However, no published works were found about the dose-response relationship between mortality and severe illness in adult patients with COVID-19. In recent studies, the relationship of prognostic factors with risk of COVID-19 incidence has not been reported. Of note, we found that higher LDH, DD and PCT levels were independently associated with a dose-response increased mortality risk in patients with COVID-19. Notably, the dose-response relationship between LDH and PCT levels and incidence of COVID-19 was seen in survivors and patients with severe illness. To our knowledge, this is the first study to demonstrate that the higher risk of COVID-19 incidence associated with LDH and PCT levels provides evidence of the dose-response relationship.

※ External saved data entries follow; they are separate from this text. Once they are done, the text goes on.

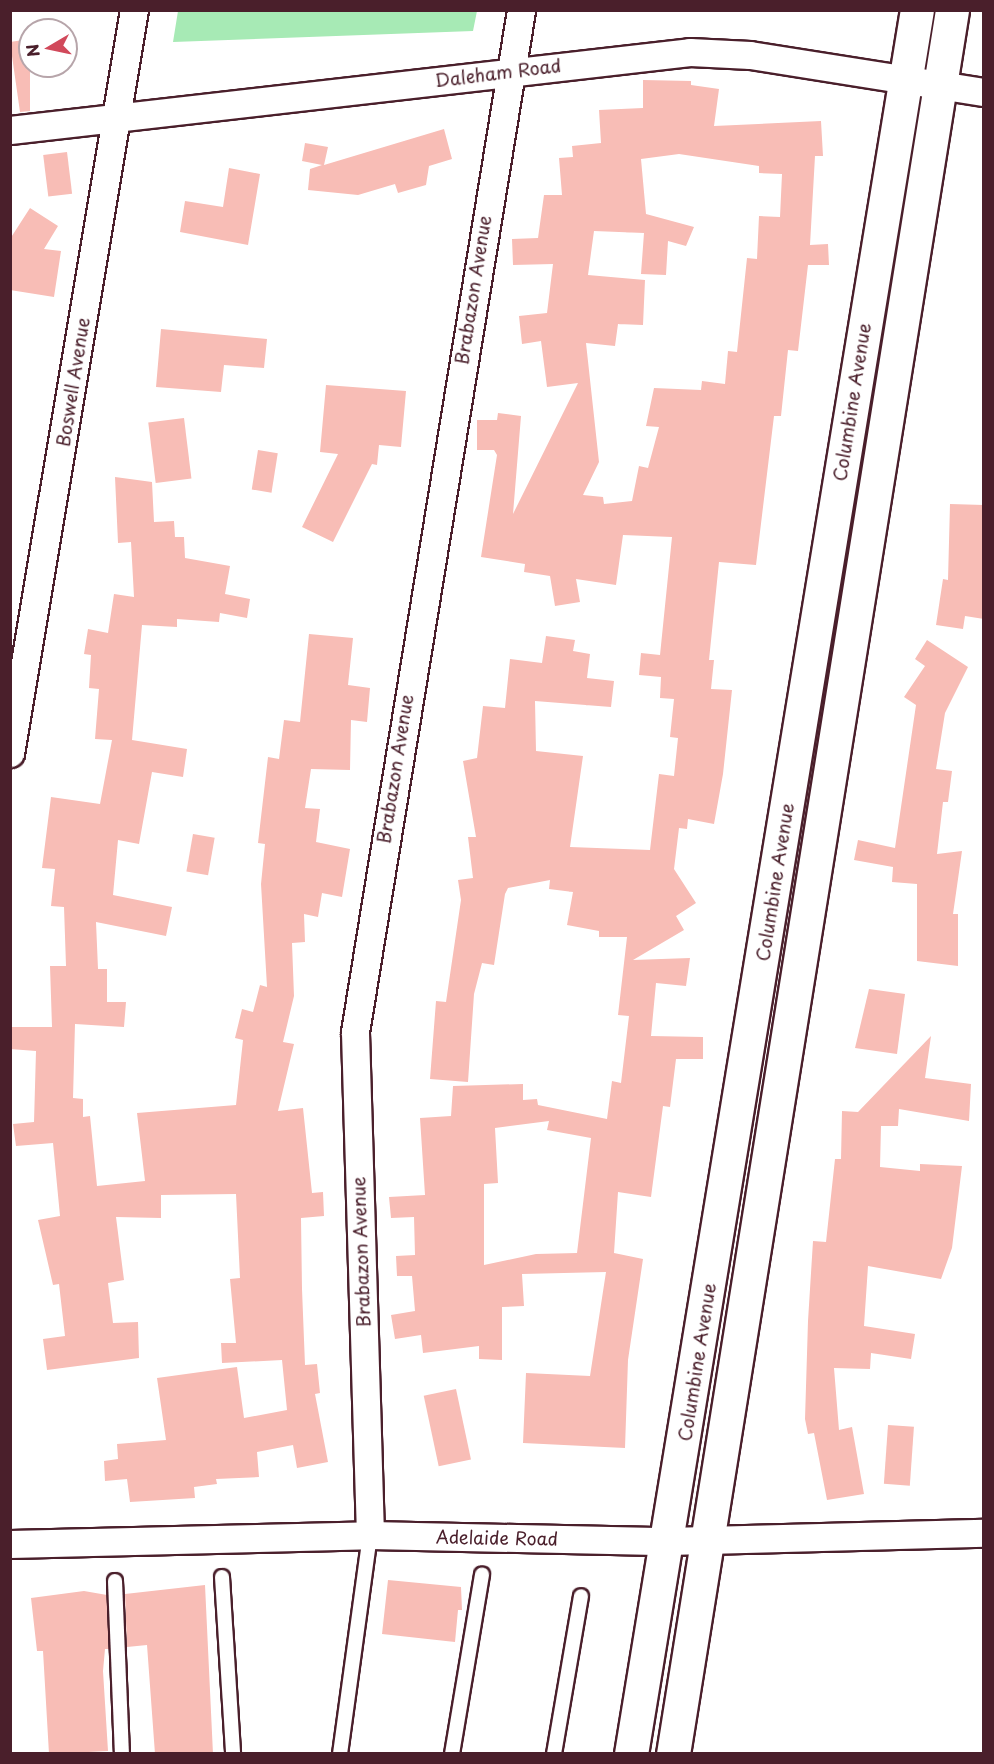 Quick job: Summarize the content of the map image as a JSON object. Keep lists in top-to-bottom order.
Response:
{
  "streets": {
    "main road": ["Columbine Avenue"],
    "street": [
      "Daleham Road",
      "Brabazon Avenue",
      "Boswell Avenue",
      "Adelaide Road"
    ]
  },
  "crossings": [
    ["Daleham Road", "Brabazon Avenue"],
    ["Daleham Road", "Boswell Avenue"],
    ["Daleham Road", "Columbine Avenue"],
    ["Brabazon Avenue", "Adelaide Road"],
    ["Columbine Avenue", "Adelaide Road"]
  ],
  "north": "left"
} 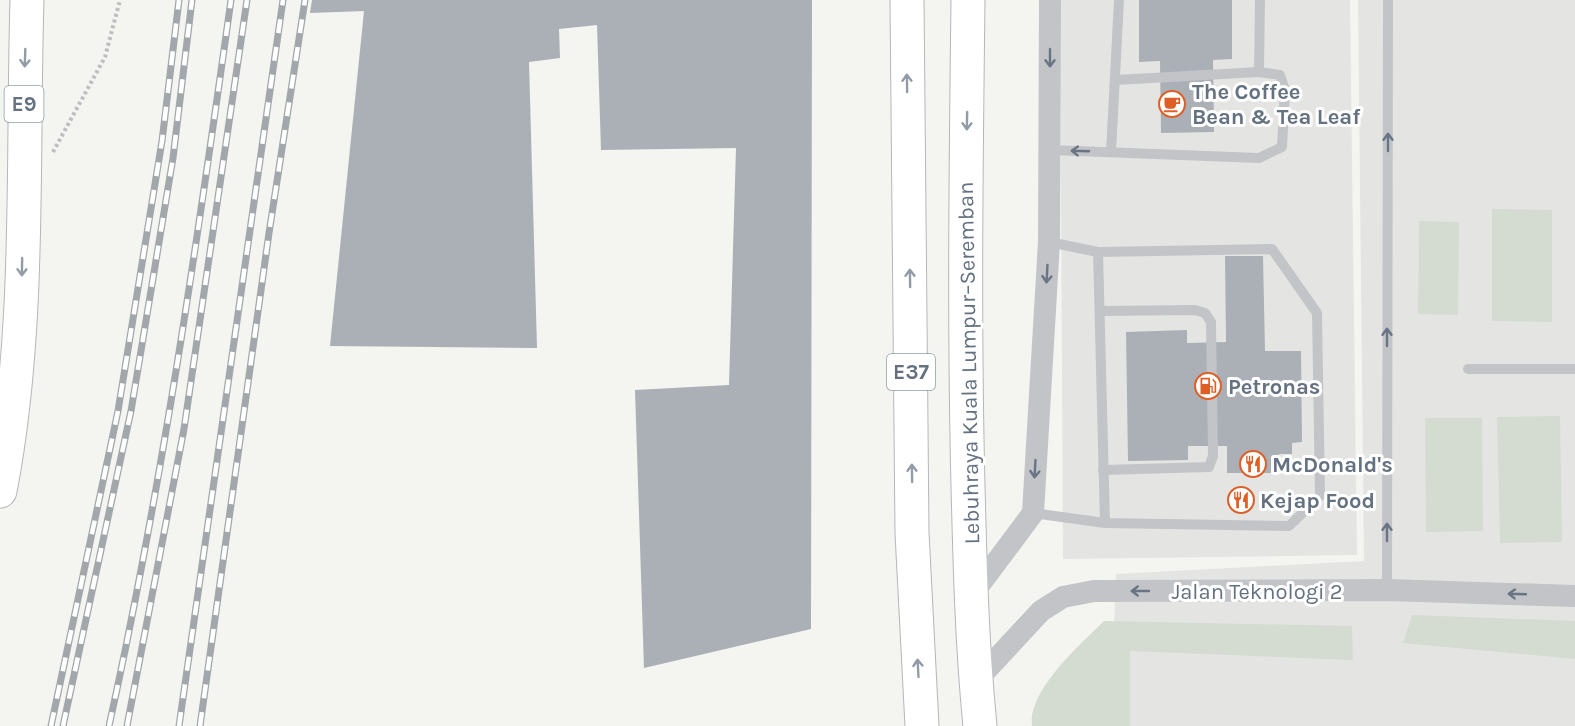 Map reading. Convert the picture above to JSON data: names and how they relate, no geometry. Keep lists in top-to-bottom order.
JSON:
{
  "streets": {
    "highway": ["E9", "Lebuhraya Kuala Lumpur–Seremban", "E37"],
    "street": ["Jalan Teknologi 2"]
  },
  "crossings": [
    ["Lebuhraya Kuala Lumpur–Seremban", "Jalan Teknologi 2"]
  ],
  "one_way": ["Jalan Teknologi 2"],
  "places": {
    "cafe": ["The Coffee Bean & Tea Leaf"],
    "fuel station": ["Petronas"],
    "restaurant": ["McDonald's", "Kejap Food"]
  }
}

Several potential mechanisms might explain the association between LDH, DD and PCT levels and COVID-19[4,19,20,22,23]. Although the underlying pathophysiological mechanisms are unclear, it is possible that the presence of COVID-19 risk factors could cover up the effect of LDH, DD and PCT on the risk of COVID-19 among high-risk persons and leave the pernicious effects prominent in relatively healthy adults. Further studies should be performed, which is the key for the development of specific inhibitors targeting COVID-19.

There are some limitations to our study. First, contact histories and laboratory testing records for some cases were incomplete. Second, we could only estimate the incubation period in patients who have recorded information. Uncertainty about the exact date (recall bias) might have inevitably influenced our assessment. Third, since our study did not include patients with mild illness who did not seek medical attention, the case fatality rate would likely have been lower in real-world situations. Meanwhile, during the beginning of the pandemic, we a little about COVID-19, so the treatment regimens have been improving. Also, due to limited medical resources, older patients and patients with serious symptoms may have been preferentially admitted, and this may have resulted in bias. Fourth, data generation was clinically driven and not systematic. Lastly, this was a retrospective study.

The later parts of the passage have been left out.